If the leader of a party devoted to environmental causes finds herself in disagreement with a faction of her party over a political issue that bears no reflection on the country in which the party exists apart from its international counterparts, and chooses furthermore to deviate so egregiously from its core concerns to isolate, slander and harm another country entirely on the specious claims that this country abuses the human rights of a group aspiring to statehood by manipulating international opinion, not through a legitimate legal course of negotiations, the dissonance between the two calls for a rational explanation.

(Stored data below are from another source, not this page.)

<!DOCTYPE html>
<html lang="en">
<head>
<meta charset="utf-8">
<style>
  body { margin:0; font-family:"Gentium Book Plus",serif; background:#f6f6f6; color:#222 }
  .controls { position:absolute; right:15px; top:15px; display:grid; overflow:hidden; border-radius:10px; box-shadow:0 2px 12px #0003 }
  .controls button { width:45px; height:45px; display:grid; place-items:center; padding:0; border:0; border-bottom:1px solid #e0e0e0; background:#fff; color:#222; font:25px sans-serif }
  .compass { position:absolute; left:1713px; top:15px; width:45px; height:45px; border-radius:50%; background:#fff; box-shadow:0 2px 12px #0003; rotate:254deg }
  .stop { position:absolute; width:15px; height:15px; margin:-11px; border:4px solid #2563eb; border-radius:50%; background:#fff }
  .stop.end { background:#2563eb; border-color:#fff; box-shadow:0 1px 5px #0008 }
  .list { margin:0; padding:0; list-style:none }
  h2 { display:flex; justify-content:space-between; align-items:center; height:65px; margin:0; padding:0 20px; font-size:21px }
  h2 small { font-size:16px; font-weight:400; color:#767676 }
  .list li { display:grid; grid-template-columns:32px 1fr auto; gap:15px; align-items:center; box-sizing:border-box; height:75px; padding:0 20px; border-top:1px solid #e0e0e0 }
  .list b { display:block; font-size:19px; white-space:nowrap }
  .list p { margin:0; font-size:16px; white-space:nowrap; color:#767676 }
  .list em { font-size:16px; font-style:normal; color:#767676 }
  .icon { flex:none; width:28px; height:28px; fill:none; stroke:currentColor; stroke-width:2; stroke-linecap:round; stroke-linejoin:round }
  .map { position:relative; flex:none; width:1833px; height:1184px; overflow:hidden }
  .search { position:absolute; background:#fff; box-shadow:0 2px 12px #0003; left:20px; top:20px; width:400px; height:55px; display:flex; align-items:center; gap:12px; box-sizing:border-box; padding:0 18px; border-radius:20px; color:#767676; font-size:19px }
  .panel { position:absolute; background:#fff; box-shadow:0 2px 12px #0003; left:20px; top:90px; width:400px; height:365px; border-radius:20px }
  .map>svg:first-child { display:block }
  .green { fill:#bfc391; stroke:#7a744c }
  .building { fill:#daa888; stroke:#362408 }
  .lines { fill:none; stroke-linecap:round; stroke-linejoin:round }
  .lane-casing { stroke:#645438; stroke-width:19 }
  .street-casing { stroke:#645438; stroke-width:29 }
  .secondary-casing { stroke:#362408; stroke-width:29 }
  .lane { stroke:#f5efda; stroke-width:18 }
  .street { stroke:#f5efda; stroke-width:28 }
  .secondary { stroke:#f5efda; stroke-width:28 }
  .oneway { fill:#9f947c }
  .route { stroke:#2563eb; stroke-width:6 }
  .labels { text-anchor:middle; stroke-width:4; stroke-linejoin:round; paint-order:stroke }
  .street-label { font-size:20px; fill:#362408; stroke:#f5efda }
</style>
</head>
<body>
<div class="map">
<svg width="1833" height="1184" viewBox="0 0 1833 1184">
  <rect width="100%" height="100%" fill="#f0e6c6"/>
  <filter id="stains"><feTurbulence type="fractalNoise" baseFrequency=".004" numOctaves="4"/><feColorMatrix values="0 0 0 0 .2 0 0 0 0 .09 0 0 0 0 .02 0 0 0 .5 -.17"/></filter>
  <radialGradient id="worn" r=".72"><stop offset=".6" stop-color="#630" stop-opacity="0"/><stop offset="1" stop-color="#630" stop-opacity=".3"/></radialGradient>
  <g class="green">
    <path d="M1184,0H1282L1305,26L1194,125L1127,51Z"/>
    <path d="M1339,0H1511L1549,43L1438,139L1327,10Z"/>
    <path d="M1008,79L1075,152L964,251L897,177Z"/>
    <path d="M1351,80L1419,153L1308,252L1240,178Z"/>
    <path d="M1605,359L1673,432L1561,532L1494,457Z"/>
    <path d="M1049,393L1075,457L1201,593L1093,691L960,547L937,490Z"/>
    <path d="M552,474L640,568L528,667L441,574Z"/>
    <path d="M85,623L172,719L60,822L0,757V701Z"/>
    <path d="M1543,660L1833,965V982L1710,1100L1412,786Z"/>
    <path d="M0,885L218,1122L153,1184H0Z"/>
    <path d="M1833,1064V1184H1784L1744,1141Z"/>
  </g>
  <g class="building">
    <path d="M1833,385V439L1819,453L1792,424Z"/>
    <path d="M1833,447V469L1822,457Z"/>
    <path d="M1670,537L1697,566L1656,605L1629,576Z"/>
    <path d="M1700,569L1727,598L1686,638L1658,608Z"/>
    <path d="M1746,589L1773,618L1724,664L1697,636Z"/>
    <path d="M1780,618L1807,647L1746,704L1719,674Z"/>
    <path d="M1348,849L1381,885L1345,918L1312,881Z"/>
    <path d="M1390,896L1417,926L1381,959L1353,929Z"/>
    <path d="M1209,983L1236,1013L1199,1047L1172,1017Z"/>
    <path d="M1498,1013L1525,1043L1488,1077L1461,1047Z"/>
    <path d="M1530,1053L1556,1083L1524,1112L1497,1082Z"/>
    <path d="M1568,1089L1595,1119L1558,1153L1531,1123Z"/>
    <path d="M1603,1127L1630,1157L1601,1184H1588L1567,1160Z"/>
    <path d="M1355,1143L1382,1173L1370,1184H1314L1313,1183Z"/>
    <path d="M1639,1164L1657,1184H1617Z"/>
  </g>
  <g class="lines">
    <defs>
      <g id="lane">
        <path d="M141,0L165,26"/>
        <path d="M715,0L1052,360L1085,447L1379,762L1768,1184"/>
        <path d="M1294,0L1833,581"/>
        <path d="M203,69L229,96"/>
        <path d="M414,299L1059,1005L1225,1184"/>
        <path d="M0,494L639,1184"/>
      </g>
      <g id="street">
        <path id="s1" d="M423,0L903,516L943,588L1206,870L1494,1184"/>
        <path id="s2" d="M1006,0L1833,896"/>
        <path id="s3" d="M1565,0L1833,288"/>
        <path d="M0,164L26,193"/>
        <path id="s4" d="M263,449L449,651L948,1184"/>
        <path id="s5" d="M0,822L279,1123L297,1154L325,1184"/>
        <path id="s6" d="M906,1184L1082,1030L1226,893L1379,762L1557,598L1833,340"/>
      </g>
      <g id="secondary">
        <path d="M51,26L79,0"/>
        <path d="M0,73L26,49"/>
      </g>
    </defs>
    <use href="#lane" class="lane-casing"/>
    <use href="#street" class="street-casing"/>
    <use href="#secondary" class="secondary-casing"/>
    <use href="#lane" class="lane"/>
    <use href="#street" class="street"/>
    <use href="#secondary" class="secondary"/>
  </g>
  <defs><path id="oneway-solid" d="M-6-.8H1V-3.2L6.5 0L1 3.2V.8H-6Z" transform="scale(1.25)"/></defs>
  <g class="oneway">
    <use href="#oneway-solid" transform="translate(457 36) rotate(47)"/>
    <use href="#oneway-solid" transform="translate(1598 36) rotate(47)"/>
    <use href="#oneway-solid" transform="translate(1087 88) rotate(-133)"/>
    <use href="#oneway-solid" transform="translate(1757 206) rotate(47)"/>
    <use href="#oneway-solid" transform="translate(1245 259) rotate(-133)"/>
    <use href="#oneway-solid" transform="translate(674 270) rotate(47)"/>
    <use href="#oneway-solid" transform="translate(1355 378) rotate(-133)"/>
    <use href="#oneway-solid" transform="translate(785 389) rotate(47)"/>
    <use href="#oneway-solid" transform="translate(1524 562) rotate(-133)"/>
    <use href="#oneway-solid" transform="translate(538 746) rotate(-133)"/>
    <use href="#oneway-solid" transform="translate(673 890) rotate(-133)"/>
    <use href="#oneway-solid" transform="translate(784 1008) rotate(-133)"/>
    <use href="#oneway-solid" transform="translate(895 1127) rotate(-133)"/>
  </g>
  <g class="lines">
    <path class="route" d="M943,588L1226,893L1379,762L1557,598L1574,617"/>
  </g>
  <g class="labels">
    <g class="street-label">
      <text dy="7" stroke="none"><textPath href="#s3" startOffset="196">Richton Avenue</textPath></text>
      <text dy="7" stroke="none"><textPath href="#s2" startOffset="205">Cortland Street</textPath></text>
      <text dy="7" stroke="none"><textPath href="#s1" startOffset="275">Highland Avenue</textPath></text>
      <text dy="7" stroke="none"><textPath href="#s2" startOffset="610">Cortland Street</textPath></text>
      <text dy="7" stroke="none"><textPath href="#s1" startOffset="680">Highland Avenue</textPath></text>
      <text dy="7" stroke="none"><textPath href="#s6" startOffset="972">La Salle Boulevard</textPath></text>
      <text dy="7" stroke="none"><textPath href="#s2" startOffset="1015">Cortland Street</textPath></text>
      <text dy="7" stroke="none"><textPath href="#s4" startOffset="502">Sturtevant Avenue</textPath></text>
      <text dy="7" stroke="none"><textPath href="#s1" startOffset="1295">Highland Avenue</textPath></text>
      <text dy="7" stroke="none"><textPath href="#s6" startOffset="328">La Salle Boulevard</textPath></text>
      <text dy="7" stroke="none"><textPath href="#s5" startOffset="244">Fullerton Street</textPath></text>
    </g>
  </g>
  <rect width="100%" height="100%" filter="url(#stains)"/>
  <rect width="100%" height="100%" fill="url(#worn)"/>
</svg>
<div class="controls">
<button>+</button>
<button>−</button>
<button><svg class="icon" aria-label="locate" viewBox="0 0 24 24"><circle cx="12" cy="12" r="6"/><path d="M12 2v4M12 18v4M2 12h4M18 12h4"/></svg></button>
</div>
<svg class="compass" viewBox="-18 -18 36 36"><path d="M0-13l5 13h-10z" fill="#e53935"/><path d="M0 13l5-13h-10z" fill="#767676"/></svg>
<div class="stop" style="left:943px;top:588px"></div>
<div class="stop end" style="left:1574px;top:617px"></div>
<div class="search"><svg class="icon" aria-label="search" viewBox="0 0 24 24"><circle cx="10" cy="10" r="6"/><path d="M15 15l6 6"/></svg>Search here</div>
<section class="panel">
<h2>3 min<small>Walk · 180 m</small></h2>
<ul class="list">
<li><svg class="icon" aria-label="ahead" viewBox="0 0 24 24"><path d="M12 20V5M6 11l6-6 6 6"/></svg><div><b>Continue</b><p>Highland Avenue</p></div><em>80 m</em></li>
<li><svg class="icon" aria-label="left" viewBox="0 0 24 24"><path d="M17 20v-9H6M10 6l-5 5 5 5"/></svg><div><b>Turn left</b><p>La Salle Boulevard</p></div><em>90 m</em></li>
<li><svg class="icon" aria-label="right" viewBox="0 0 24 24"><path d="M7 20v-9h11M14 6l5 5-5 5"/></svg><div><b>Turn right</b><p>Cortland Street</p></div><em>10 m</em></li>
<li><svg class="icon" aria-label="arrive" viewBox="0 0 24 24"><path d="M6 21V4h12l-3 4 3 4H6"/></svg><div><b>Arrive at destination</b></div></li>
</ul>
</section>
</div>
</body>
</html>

Attacking the funding base of another international environmental group that is highly respected for the success of the work they engage in, reflects so poorly on the Green Party of Canada that it is inescapable to conclude that its leadership is lacking the purpose and skills of directing the party in a manner that gives it respect and credibility. Unless it is hoping to increase membership by attracting the attention and support that others who think like them -- which can be construed as anti-Semitism -- to justify their strange preoccupation and new direction.